Data-driven materials design

Our society relies on innovative materials to bust its progress. This link exists since the dawn of the civilization – some of the first periods of human kind are named based on dominant material used (Stone Age, Iron Age …). As progress of science pushes the boundaries of knowledge, related to materials this reflects in the urge to go smaller. Today we live in a ‘Nanomaterial Age’, with science outreach to design material one atom at the time, such as e.g. in a single atom catalyst. This is hugely supported since the last decades of XX century by the development of a computational methods implementing quantum mechanics (to some approximation). 

Last years, and in particular rise of deep learning, promise yet another materials informatics revolution. 

“Data‐driven science is heralded as a new paradigm in materials science. In this field, data is the new resource, and knowledge is extracted from materials datasets that are too big or complex for traditional human reasoning—typically with the intent to discover new or improved materials or materials phenomena.”

L.Himanen et al. in Advanced science 6 (2019) 1900808

Valuable information on structure-property relation and patterns of knowledge-driven materials design might lay silent in a large amount of data (both experimental and theory-based) produced through specific research. The first step in extracting the information from them using deep learning is a good dataset to start with. In this story, let’s go to the foundation of such effort and contribute by listing selected major open source databases for materials science. In particular, open-source inorganic crystal-based materials databases which are easy to use are in focus.

1. Materials project
Large database of over 124000 inorganic compounds, 35000 molecules, and over 500000 porous materials. The database contains a variety of data obtained from the state-of-the-art electronic structure methods and REST API feature. Besides, various property prediction tools such as materials explorer, battery explorer, or predictor of interface reactions among solids are also available.
AFLOW provides a method for high-throughput computational materials design, by automating calculations using ab initio electronic structure methods such as Quantum Espresso. It has a globally available database with over 3 million materials compounds and 150 times more calculated properties, e,g, Bader charges, elastic properties. Aflowlib REST API enables users to search and download results from the Aflowlib.org consortium. Also, it offers few machine-learning-based predictors, to predict e.g. electronic and thermomechanical properties, or vibrational free energies and entropies of a crystal.
Open-access collection of experimental data regarding crystal structures of organic, inorganic, metal-organic compounds and minerals.

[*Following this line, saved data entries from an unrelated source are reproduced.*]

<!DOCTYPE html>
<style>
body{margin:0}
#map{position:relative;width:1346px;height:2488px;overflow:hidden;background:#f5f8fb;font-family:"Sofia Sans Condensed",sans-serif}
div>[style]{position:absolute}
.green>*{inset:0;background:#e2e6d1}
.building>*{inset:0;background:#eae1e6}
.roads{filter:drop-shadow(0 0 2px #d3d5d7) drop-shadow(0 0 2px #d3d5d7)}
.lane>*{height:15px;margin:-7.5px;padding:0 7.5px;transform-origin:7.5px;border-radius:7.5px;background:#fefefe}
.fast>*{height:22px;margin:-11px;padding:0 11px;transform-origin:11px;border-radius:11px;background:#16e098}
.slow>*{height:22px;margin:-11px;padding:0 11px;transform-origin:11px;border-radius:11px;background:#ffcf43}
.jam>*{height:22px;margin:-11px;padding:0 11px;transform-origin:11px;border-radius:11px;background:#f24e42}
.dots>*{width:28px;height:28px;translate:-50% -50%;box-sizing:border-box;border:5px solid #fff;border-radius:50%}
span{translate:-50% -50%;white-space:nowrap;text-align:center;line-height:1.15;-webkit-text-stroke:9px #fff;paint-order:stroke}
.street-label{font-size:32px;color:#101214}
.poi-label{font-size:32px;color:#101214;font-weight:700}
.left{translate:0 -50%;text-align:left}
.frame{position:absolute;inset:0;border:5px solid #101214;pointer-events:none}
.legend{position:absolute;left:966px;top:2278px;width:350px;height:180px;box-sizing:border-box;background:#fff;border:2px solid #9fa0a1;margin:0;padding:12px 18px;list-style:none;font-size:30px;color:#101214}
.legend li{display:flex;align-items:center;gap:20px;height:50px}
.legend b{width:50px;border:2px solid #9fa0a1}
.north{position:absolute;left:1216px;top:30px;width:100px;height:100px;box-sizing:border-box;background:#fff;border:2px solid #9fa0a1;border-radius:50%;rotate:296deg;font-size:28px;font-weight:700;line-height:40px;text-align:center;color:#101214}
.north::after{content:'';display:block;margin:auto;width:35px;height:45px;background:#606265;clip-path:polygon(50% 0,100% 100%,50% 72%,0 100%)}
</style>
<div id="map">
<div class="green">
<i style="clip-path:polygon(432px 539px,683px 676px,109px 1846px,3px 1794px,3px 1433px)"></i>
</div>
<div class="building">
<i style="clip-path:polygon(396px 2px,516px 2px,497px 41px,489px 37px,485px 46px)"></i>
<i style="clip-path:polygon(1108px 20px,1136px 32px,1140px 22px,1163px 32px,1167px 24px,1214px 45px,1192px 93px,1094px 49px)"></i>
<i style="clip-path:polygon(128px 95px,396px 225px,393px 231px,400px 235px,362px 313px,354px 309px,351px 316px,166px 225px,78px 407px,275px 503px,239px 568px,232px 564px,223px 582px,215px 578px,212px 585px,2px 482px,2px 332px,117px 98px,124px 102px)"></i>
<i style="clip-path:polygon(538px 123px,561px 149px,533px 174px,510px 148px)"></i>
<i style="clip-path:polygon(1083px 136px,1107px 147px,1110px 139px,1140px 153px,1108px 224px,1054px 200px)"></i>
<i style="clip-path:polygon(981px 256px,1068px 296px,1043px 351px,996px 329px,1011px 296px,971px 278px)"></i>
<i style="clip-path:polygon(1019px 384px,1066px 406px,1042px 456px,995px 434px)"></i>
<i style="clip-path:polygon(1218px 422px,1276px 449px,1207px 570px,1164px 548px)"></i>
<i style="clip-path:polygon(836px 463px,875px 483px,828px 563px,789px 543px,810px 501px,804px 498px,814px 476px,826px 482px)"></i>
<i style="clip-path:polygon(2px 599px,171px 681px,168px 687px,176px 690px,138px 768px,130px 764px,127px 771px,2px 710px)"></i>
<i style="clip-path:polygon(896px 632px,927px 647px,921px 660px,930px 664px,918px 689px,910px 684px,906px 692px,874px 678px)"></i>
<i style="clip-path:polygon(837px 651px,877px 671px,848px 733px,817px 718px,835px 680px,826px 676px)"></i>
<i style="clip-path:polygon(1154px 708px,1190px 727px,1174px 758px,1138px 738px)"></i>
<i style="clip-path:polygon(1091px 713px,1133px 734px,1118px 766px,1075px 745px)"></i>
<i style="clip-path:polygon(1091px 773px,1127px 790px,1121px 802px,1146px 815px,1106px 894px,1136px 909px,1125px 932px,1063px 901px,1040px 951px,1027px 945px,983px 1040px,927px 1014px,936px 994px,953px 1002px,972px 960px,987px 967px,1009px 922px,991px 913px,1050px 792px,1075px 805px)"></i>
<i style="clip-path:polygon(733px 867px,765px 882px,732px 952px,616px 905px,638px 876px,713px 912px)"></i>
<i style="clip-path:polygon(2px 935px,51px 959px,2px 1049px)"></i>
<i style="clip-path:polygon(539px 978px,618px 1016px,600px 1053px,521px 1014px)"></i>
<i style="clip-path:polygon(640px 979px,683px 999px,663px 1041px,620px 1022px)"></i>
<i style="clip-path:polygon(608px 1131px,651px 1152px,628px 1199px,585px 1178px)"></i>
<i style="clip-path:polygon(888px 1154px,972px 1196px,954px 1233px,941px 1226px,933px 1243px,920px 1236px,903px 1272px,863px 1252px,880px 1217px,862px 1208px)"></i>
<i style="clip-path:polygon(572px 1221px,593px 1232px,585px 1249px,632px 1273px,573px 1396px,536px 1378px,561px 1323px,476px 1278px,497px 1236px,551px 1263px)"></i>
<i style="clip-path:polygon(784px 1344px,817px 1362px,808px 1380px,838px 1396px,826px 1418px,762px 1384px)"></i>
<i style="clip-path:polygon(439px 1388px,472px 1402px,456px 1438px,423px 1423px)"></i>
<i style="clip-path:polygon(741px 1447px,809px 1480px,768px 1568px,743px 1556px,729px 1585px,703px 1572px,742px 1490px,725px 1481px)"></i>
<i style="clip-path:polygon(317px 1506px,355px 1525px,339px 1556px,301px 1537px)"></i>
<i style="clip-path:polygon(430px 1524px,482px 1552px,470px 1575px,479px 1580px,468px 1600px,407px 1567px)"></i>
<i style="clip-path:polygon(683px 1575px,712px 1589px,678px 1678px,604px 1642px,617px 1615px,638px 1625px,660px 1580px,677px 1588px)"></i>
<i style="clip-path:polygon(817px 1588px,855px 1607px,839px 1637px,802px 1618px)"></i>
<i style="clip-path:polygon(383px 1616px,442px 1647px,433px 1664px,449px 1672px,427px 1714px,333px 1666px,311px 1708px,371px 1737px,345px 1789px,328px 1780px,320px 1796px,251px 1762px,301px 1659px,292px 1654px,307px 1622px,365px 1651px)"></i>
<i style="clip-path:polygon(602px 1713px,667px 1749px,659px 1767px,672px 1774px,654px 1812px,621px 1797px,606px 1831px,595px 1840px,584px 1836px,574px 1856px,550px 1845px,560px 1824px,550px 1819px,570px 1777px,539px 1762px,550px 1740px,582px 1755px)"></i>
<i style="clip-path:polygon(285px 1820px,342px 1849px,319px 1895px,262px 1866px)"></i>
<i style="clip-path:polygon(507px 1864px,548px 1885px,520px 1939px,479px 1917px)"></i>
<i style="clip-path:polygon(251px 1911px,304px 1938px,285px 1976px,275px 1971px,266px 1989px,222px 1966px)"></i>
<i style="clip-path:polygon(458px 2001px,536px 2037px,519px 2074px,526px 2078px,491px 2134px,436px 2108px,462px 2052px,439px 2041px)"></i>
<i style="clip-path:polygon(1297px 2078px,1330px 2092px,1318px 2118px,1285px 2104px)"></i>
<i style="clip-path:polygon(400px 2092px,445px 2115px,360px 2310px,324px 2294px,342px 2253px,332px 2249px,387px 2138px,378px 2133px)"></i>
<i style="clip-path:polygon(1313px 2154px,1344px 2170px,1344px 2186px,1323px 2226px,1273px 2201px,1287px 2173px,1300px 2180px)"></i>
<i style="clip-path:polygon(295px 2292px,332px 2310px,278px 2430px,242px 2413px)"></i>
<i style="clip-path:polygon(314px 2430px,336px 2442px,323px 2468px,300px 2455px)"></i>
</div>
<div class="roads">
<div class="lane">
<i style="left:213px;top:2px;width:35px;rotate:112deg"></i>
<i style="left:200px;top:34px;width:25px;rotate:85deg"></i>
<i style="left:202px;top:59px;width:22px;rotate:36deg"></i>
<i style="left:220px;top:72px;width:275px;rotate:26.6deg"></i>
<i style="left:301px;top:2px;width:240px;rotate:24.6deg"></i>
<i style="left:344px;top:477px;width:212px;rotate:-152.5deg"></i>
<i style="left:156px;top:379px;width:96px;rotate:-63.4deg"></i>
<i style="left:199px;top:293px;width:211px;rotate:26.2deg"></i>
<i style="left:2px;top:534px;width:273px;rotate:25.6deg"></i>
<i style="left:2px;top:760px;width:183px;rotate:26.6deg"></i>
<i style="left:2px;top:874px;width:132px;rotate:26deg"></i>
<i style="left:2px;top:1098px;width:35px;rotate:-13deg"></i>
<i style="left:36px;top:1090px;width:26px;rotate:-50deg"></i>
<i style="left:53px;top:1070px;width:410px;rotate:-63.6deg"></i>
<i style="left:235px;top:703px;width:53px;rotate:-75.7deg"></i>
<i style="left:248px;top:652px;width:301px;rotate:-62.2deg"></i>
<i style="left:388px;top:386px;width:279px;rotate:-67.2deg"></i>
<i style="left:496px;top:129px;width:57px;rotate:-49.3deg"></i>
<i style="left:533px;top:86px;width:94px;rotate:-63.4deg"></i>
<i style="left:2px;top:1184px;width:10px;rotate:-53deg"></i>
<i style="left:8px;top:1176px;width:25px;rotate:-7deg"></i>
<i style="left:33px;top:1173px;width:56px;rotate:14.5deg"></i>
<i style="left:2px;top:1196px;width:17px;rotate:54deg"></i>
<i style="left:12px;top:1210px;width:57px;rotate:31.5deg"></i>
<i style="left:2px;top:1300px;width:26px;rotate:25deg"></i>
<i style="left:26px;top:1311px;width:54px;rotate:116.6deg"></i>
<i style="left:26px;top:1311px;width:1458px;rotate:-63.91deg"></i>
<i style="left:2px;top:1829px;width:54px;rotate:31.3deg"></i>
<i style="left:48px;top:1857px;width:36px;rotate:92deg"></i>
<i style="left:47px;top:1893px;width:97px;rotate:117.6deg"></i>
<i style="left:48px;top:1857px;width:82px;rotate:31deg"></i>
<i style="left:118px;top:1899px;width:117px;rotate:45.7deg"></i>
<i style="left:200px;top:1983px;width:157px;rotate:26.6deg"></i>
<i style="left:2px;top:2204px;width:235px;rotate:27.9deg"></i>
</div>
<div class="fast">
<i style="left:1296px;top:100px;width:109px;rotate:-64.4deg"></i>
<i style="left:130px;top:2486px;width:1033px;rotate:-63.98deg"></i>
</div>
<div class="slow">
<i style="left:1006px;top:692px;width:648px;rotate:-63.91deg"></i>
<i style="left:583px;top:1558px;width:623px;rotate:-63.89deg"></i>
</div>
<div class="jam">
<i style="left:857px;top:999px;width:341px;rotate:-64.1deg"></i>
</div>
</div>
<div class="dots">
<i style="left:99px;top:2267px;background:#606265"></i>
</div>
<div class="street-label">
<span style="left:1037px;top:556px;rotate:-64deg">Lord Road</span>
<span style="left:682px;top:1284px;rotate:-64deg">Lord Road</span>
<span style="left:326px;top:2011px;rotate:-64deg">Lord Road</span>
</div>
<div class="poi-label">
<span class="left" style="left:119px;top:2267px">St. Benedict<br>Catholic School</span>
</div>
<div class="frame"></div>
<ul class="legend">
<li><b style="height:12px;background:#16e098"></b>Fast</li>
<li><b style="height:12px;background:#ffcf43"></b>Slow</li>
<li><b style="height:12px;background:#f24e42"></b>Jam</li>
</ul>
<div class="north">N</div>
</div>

With over 400 000 entries, it also features REST API for easy querying by formula, containing elements, or lattice parameters.
4. Open quantum materials database
A database containing DFT calculated thermodynamic and structural properties of over 600 000 materials. REST API is also available.
5. Catalysis Hub
A web-platform for sharing data and software for computational catalysis research includes the Surface Reactions database. It contains over 100 000 thousand reaction energies and barriers from density functional theory (DFT) calculations on surface systems. Additionally, information on the optimized structure and calculation details are included, as well as many features such as the search for specific reaction energies, transition states, exploration of activity maps, machine learning models… The database can be queried via a GraphQL API, which can also be accessed directly by using curl.
6. NOMAD repository, a place to publish your DFT data, following FAIR principles. It contains the input and output files from more than 100 million high-quality calculations. For registered users advanced search and data analytics tools are available.